Elution volume may be too high. Repeat the procedure using lower elution volume (50 µl minimum volume is required for DNA and 20 µl for RNA). Alternatively, concentrate samples using ethanol precipitation or other means.
When following the FFPE DNA protocol with bead purification I notice clumping of magnetic beads during wash steps. Is this a problem?
Some clumping of magnetic beads may occur with specific FFPE blocks. Bead clumping will not affect the yield or purity of the DNA. If bead clumping is severe enough to clog pipette tips reduce the input sample amount.
Magnetic beads are sticking to the pipette tips during elution whilst following the FFPE DNA bead purification protocol. Will this affect my DNA yield?
Some sticking of magnetic beads to pipette tips may occur with specific FFPE blocks. Magnetic beads sticking to pipette tips during elution will not affect the yield or purity of the DNA. If bead sticking is severe enough to clog pipette tips reduce the input sample amount.
Why does my DNA not perform well in downstream applications such as qPCR?

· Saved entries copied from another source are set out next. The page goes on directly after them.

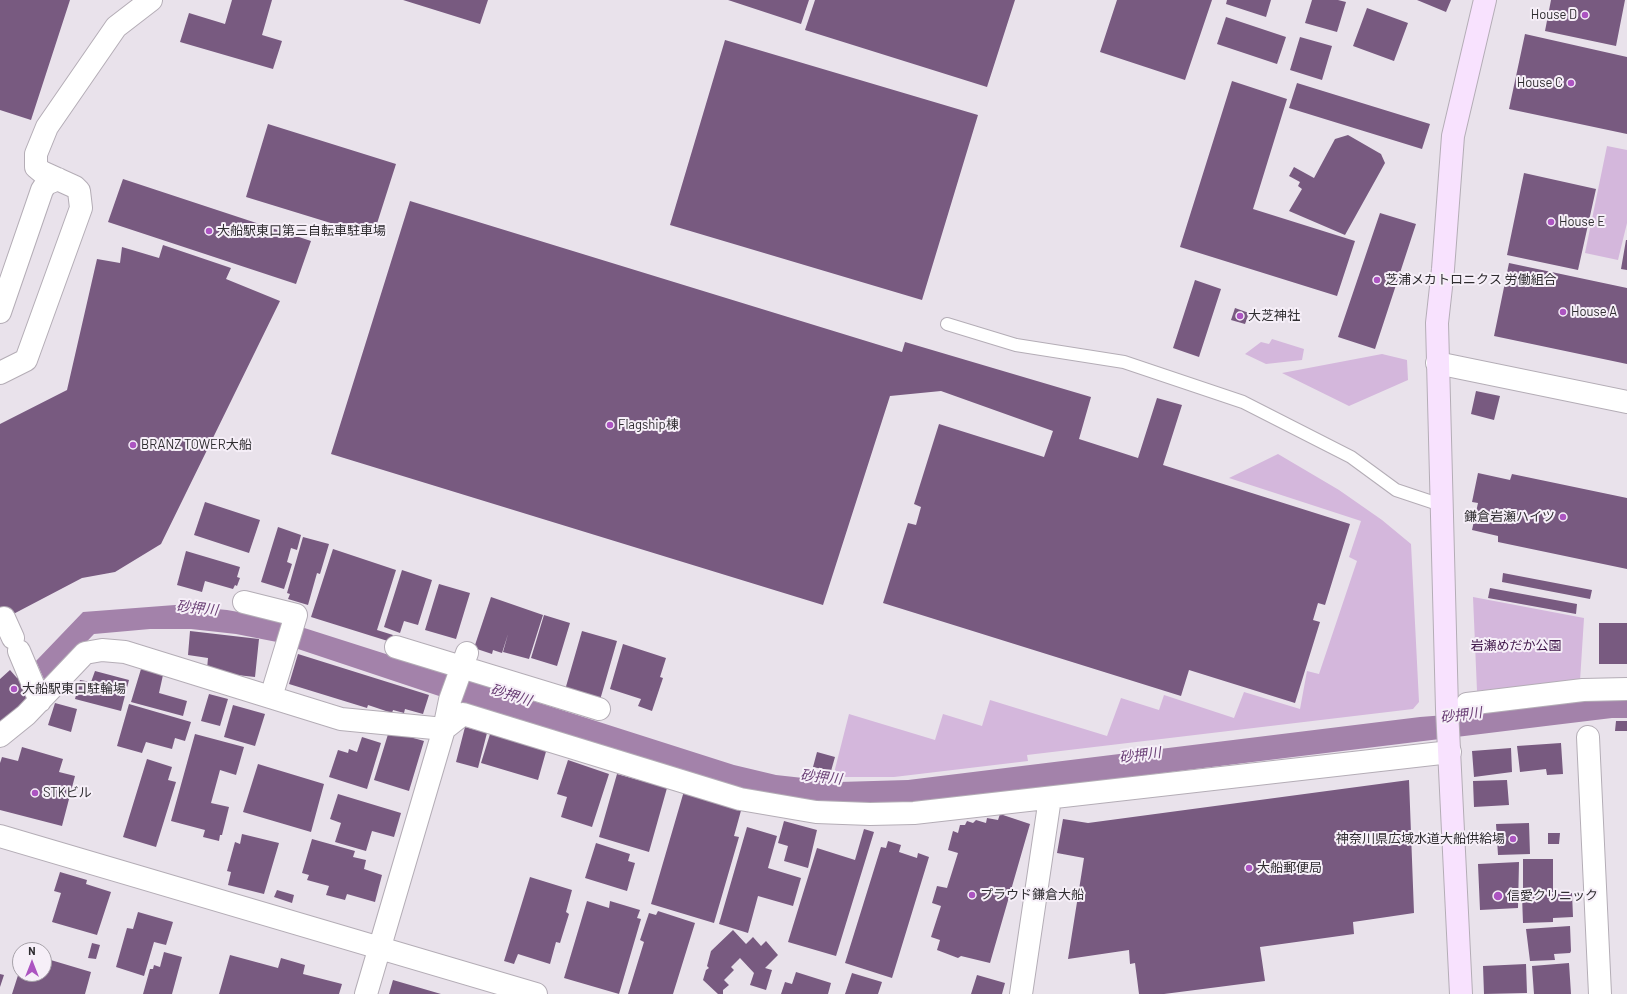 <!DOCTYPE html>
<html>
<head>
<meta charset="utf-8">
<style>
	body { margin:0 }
	#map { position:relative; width:1627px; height:994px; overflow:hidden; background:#e9e2eb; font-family:Barlow,sans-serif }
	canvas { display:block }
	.north { position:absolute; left:12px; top:942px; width:40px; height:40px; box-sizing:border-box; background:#f6eff8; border:1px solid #a6a1a8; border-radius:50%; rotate:0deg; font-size:11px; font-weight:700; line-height:16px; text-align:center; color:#2f2d30 }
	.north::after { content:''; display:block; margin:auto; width:14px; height:18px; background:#ac54c1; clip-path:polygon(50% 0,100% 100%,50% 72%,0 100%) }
</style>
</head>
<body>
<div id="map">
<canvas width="1627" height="994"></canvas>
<div class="north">N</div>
</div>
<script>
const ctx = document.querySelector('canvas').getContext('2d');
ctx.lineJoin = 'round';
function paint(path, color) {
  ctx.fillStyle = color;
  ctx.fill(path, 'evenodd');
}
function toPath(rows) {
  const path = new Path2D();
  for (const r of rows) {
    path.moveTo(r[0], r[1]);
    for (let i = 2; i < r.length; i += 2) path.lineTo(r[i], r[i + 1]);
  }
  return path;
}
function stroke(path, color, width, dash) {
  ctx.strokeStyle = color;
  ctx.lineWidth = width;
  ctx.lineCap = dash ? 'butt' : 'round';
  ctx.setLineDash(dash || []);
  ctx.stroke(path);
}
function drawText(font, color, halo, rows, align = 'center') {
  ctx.font = font + ' Barlow,"Noto Sans JP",sans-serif';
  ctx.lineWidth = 4;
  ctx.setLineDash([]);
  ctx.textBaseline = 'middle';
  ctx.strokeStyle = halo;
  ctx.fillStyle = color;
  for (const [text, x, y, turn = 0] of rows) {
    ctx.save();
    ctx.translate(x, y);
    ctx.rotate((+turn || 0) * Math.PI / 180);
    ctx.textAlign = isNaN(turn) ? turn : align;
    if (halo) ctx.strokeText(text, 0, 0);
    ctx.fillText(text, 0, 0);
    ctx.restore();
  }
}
const green = toPath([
	[1607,146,1627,150,1627,223,1618,260,1585,253],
	[1272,339,1304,349,1302,360,1266,364,1245,354,1261,342,1269,344],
	[1382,354,1407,360,1408,380,1349,406,1282,373],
	[1278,454,1339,490,1382,520,1411,544,1419,702,1413,709,1027,755,1028,761,894,777,833,777,849,714,935,740,943,714,982,726,990,700,1107,736,1121,698,1159,710,1164,695,1234,718,1244,692,1300,709,1307,671,1319,674,1357,561,1349,557,1361,521,1229,478],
	[1473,597,1584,618,1580,681,1477,691]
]);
const water = toPath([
	[175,605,227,610,273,618,734,765,776,775,839,782,908,780,1420,717,1471,713,1589,699,1627,697,1627,718,1612,718,1546,726,910,804,852,806,748,793,466,705,277,642,236,634,191,629,150,629,94,634,46,684,36,661,83,612]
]);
const building = toPath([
	[0,0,70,0,31,120,0,110],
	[232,0,272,0,262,35,282,41,273,69,180,42,189,13,225,24],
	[403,0,488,0,480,24],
	[728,0,809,0,801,24],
	[815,0,1015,0,987,87,805,30],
	[1117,0,1212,0,1185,80,1100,52],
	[1227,0,1271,0,1266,17,1226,4],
	[1312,0,1338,0,1346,2,1337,32,1305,23],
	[1417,0,1451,0,1446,12],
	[1551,0,1625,0,1616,46,1545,31],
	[1367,8,1408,23,1394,61,1353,46],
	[1226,17,1286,37,1277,64,1217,44],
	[1525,34,1627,57,1627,134,1509,109],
	[1300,37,1332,46,1322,80,1290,70],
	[725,40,978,115,922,300,670,225],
	[1232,81,1287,99,1253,209,1355,241,1337,296,1180,247],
	[1297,83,1430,124,1422,149,1289,108],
	[268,124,396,164,373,236,246,197],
	[1348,135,1381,154,1385,163,1345,235,1289,211,1302,189,1298,186,1300,182,1289,176,1294,167,1314,178,1335,139],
	[1524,173,1596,189,1578,270,1507,255],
	[123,179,311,241,296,284,108,222],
	[410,201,902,352,905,342,1091,397,1079,439,1138,458,1157,398,1182,405,1163,465,1350,524,1325,605,1318,603,1313,620,1320,622,1295,703,1189,670,1181,696,883,603,908,523,916,525,921,507,914,504,939,424,1044,457,1053,431,941,391,890,396,823,605,331,454],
	[1380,213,1416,224,1375,349,1338,337],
	[1626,240,1627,240,1627,270,1621,269],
	[163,245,231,268,226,279,280,301,161,544,115,572,82,578,0,621,0,424,67,390,97,259,120,263,122,247,159,258],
	[1509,263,1627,288,1627,364,1494,336],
	[1195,280,1221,289,1199,357,1173,348],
	[1235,308,1249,313,1245,324,1231,320],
	[1476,391,1500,396,1494,420,1471,414],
	[1478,473,1510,480,1512,474,1627,498,1627,569,1498,542,1498,536,1472,530,1478,503,1472,502],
	[205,502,260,520,249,553,194,535],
	[278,527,301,535,297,550,291,548,287,562,292,564,284,589,261,582],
	[303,537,329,544,320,574,317,573,308,605,288,599,290,594,287,593],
	[333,549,396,570,377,630,393,635,391,642,311,617],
	[186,551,240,567,237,577,240,578,237,586,235,585,233,589,205,581,202,592,177,585],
	[402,570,432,580,418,625,404,621,400,633,384,627],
	[1503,573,1592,590,1590,599,1502,582],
	[439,584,470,593,456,639,425,630],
	[1490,588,1577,604,1576,614,1488,598],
	[491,597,543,615,529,659,503,652,508,634,502,653,493,650,492,654,474,648],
	[544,615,570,623,557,666,531,658],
	[1599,623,1627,623,1627,664,1599,664],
	[190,631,259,639,255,677,219,673,207,669,208,658,188,655],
	[582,631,617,641,600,700,565,690],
	[623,644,666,658,660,677,663,678,652,711,638,706,641,699,610,689],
	[298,654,429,695,423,714,405,709,404,713,393,710,392,713,368,705,367,708,289,684],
	[141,669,163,675,159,693,187,701,183,716,131,702],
	[10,670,17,678,23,674,31,699,0,726,0,679],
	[95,671,129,680,121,711,75,699,80,680,91,682],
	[209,694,228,699,220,726,201,721],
	[55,703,77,709,71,732,48,725],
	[129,704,191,722,185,741,175,738,172,749,146,742,142,753,117,746],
	[233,705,265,714,255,746,224,737],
	[1616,721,1627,721,1627,731,1615,731],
	[465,727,487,733,478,768,456,762],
	[389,731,424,741,409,791,374,780],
	[491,731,547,748,538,780,481,763],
	[195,734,244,747,236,775,220,770,211,803,229,807,222,835,220,835,219,841,203,837,205,830,171,821],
	[362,737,381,743,367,789,329,777,338,750,348,753,349,749,357,752],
	[1561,743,1563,774,1547,775,1546,769,1520,772,1517,746],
	[22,747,63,759,59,772,75,776,62,826,0,810,0,763,2,757,18,761],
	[1511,748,1512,772,1474,777,1472,751],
	[817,752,835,757,831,771,813,767],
	[147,759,172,767,168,780,176,782,156,847,123,837],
	[568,760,609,774,592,827,561,817,567,797,557,794],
	[258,764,324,784,311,832,243,812],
	[617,774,667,788,649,852,599,837],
	[1409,780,1414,913,1353,922,1354,934,1260,947,1265,981,1164,994,1139,994,1135,963,1130,964,1129,950,1068,959,1084,858,1057,853,1063,819,1088,823],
	[1507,780,1509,805,1474,807,1473,781],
	[684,791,742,807,734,836,739,837,714,923,651,904],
	[338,794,401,813,394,837,372,831,366,851,335,842,341,823,330,819],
	[1000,814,1030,824,990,963,961,956,958,958,937,950,940,940,931,937,941,906,932,903,937,886,947,888,958,853,948,850,953,831,958,833,960,825,965,825,967,821,973,823,976,820,986,823,987,818,998,820],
	[784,821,817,830,808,868,784,861,788,846,778,843],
	[1529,823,1530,854,1498,855,1496,824],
	[747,827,777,836,768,868,801,878,793,906,758,896,748,933,719,924],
	[864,829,874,832,836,956,788,942,817,848,855,860],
	[1548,833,1560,833,1559,844,1548,844],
	[242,834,279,843,264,894,228,885,231,872,227,871,235,842,240,844],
	[312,839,355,851,353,857,366,860,364,869,382,875,375,902,347,894,345,900,326,895,329,886,307,880,309,875,302,873],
	[888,841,901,845,899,852,917,858,918,853,929,857,892,978,845,963,881,847,886,848],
	[596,843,630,854,628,861,635,863,627,891,585,878],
	[1523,859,1553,859,1553,892,1523,892],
	[1519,862,1518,908,1480,910,1478,864],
	[60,872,87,880,86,884,111,892,97,935,52,922,61,893,54,891],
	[530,877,572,890,566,912,569,914,560,943,556,942,550,964,518,954,514,964,504,961],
	[277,890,294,895,292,903,274,897],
	[1572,893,1573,917,1553,918,1553,922,1523,923,1522,896],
	[587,901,609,908,610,901,640,910,637,918,641,919,619,994,564,978],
	[658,911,695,923,673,994,628,994,644,942,640,940,649,913,656,915],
	[138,912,173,922,166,945,154,942,144,976,116,967,127,928,133,929],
	[1570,926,1571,951,1570,953,1554,954,1555,960,1530,961,1526,929],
	[733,930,746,944,753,937,761,946,766,941,778,955,765,968,772,970,766,990,750,985,754,973,740,958,731,967,734,970,724,980,729,985,723,990,723,994,718,994,703,980,706,970,709,968,707,966,711,951],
	[92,943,100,945,96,959,88,958],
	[164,952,182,957,172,994,143,994,150,969,153,969,154,965,160,967],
	[230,955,278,968,281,958,305,965,303,974,342,984,339,994,219,994],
	[44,958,91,972,85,994,12,994,20,969,20,974,44,974],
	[1569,963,1571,994,1534,994,1532,966],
	[1526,964,1527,993,1484,994,1483,966],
	[796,972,831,983,828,994,781,994,785,982,792,984],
	[852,973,882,982,878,994,845,994],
	[0,974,4,975,0,987],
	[977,975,1005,983,1002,994,971,994],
	[393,980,441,994,389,994]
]);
const lane = toPath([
	[947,324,1016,345,1124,362,1243,402,1351,457,1396,490,1441,505]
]);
const street = toPath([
	[0,312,42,190,46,184,58,179],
	[1437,363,1627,402],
	[0,373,26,360,81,208,79,191,75,187,42,172,36,167,36,154,47,127,116,27,151,0],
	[244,602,296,615,271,697],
	[4,618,13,638],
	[396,647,599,709],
	[19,651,40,701],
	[1467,704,1583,690,1627,689],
	[0,736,26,715,85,653,102,650,125,652,341,719,444,729,463,714,740,799,816,812,870,814,914,813,1450,752],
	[1588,737,1600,994],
	[0,836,536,994],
	[366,994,444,729,450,700,467,653],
	[1021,994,1050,798]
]);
const secondary = toPath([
	[1461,994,1447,709,1437,323,1443,269,1453,136,1485,0]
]);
const markers = [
	[1585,15,4,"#ac54c1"],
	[1571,83,4,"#ac54c1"],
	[1551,222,4,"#ac54c1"],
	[209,231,4,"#ac54c1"],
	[1377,280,4,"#ac54c1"],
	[1563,312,4,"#ac54c1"],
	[1240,316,4,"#ac54c1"],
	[610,425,4,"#ac54c1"],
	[133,445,4,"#ac54c1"],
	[1563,517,4,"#ac54c1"],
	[14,689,4,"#ac54c1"],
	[35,793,4,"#ac54c1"],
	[1513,839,4,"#ac54c1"],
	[1249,868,4,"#ac54c1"],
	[972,895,4,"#ac54c1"],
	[1498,896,5,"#ac54c1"]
];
const poiNames = [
	["House D",1577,15,"right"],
	["House C",1563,83,"right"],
	["House E",1559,222],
	["大船駅東口第三自転車駐車場",217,231],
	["芝浦メカトロニクス 労働組合",1385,280],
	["House A",1571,312],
	["大芝神社",1248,316],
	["Flagship棟",618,425],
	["BRANZ TOWER大船",141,445],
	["鎌倉岩瀬ハイツ",1555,517,"right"],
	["大船駅東口駐輪場",22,689],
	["STKビル",43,793],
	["神奈川県広域水道大船供給場",1505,839,"right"],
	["大船郵便局",1257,868],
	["プラウド鎌倉大船",980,895],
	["信愛クリニック",1507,896]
];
const parkNames = [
	["岩瀬めだか公園",1516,646]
];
const waterNames = [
	["砂押川",197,608,6],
	["砂押川",511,695,17],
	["砂押川",1461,715,-7],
	["砂押川",1140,755,-7],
	["砂押川",821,777,6]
];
paint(green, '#d4b7dc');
paint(water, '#a382aa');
paint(building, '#785a80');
stroke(lane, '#b4adb6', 14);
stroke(street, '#b4adb6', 24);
stroke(secondary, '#b4adb6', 24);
stroke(lane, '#fff', 12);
stroke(street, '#fff', 22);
stroke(secondary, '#f8e2fe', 22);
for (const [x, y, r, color] of markers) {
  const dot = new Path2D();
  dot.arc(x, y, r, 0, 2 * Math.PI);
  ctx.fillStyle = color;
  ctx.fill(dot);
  stroke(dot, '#f6eff8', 1.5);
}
drawText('13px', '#2f2d30', '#f6eff8', poiNames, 'left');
drawText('13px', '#3f1649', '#f6eff8', parkNames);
drawText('italic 14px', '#6b4076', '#f6eff8', waterNames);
</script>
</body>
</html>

DNA in FFPE sample blocks could be severely cross-linked or degraded, therefore ensure amplicons are designed to be as small as possible (<100 bp). DNA isolated using Covaris AFA technology is of the highest possible quality. Some FFPE sample blocks may be too degraded or cross-linked for some applications.
The DNA fragment size is too large when following Option A of the FFPE DNA protocol. What is the cause of this?
Too much emulsified paraffin in the sample absorbs some of the acoustic energy and will adversely affect DNA shearing efficiency. Trim any excess paraffin from tissue blocks before proceeding with the protocol. We recommend running a time course for DNA shearing (Step 7) to increase the treatment time by 30 second steps.
Which Covaris ultrasonicators are compatible with truXTRAC FFPE protocols?
All Covaris AFA instruments are compatible with truXTRAC FFPE kits. However each instrument will require specific accessories that may need to be purchased separately. Please look at the product page for detailed information.